More than half of economists remain firm in their belief that the Bank of Canada’s record-low rates will hold for two or more years, according to a new survey by Finder.
Around 52% of economists polled said that the central bank will keep the overnight rate frozen in its rate announcement later this week, with the hold lasting up to at least 2023. And despite rumours of a “micro cut” to the rate, fully 95% of economists surveyed said that the next adjustment will be upward.
Approximately 38% believe that the rate will move upward in the second half of 2022, while just 9.5% believe that a hike will happen early next year.
Moshe Lander, professor of economics at Concordia University, is among those who have been pushing for the BoC rate to go lower than its effective lower bound, “but the reality is that even were it to do so, there is limited scope for it to go lower.”

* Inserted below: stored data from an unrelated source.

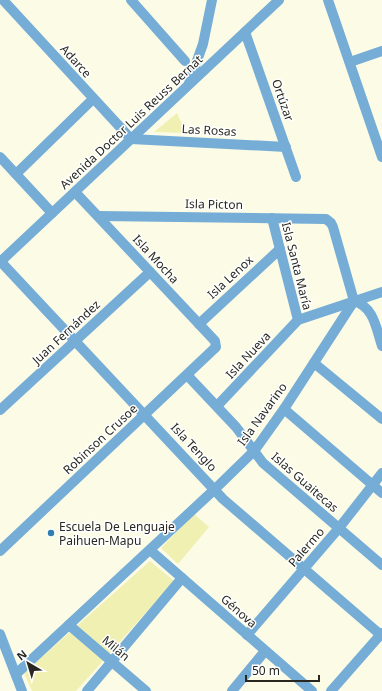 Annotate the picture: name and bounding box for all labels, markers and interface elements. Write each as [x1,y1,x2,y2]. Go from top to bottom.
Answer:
street label: Adarce [57,41,96,81]
street label: Avenida Doctor Luis Reuss Bernat [56,51,207,193]
street label: Ortúzar [268,77,298,123]
street label: Las Rosas [181,120,237,140]
street label: Isla Picton [185,195,243,213]
street label: Isla Santa María [278,220,316,312]
street label: Isla Mocha [129,231,183,287]
street label: Isla Lenox [204,251,257,303]
street label: Juan Fernández [28,296,104,369]
street label: Isla Nueva [222,328,274,382]
street label: Isla Navarino [233,379,291,449]
street label: Robinson Crusoe [59,400,141,478]
street label: Isla Tenglo [167,419,221,475]
street label: Islas Guaitecas [268,448,342,516]
place label: Escuela De Lenguaje Paihuen-Mapu [59,518,175,549]
street label: Palermo [284,524,328,570]
marker: Escuela De Lenguaje Paihuen-Mapu [46,528,56,538]
street label: Génova [217,591,261,631]
street label: Milán [99,631,133,665]
north arrow [8,643,48,683]
text: N [13,646,30,663]
scale bar [246,657,319,683]
text: 50 m [252,662,280,679] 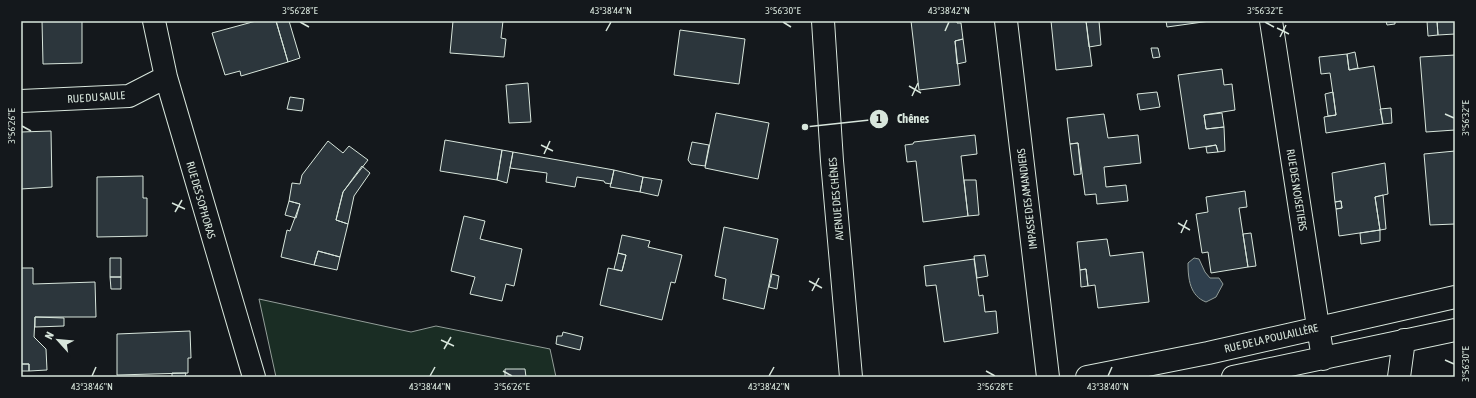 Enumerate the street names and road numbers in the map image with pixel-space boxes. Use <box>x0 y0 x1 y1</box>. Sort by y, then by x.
street label: RUE DU SAULE <box>67 89 126 105</box>
street label: IMPASSE DES AMANDIERS <box>1015 148 1039 250</box>
street label: RUE DES NOISETIERS <box>1285 148 1309 232</box>
street label: AVENUE DES CHÊNES <box>826 157 846 241</box>
street label: RUE DES SOPHORAS <box>184 160 218 240</box>
street label: RUE DE LA POULAILLÈRE <box>1223 321 1319 355</box> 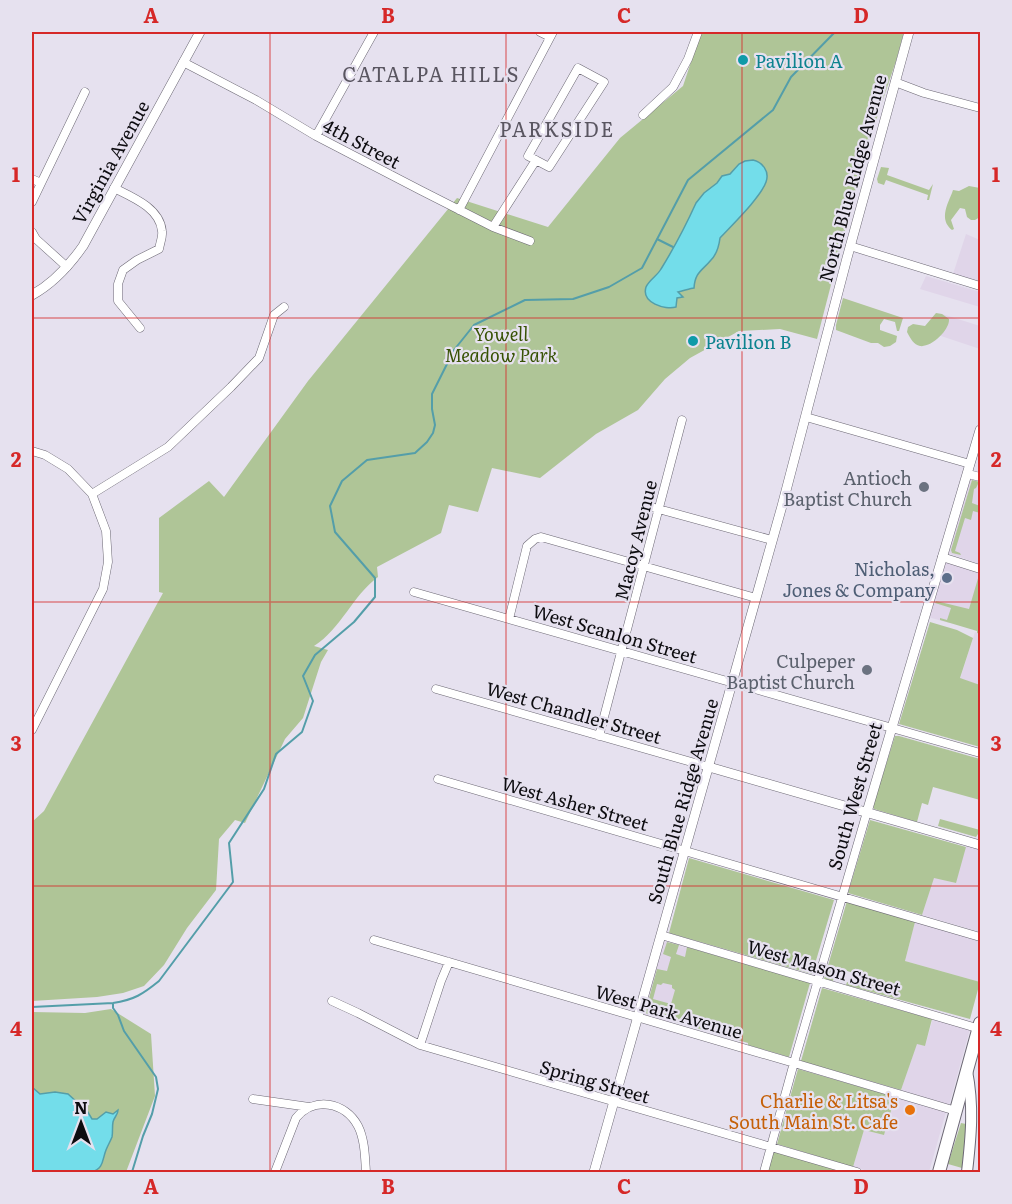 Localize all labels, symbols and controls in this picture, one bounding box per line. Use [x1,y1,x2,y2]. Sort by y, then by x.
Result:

“Financial markets understand that an extra 0.1 or even 0.25 off the target overnight rate is not going to make more than an incremental difference to the economy, so as long as the bank is not signalling an increase in rates, then it is not really an issue,” Lander told Finder.
As for price movements, the survey’s consensus pointed to a likely steady increase in the value of real estate over the next few quarters, with an estimated 5% growth in residential property prices by August or September.
Hamilton and Toronto are expected to post the largest increases.
“Canada’s major cities continue to face a strong under-supply of residential real estate compared with population-adjusted demand,” said Brett House, deputy chief economist at Scotiabank. “With immigration set to return to more normal flows in 2021, this imbalance is set to become more pronounced.”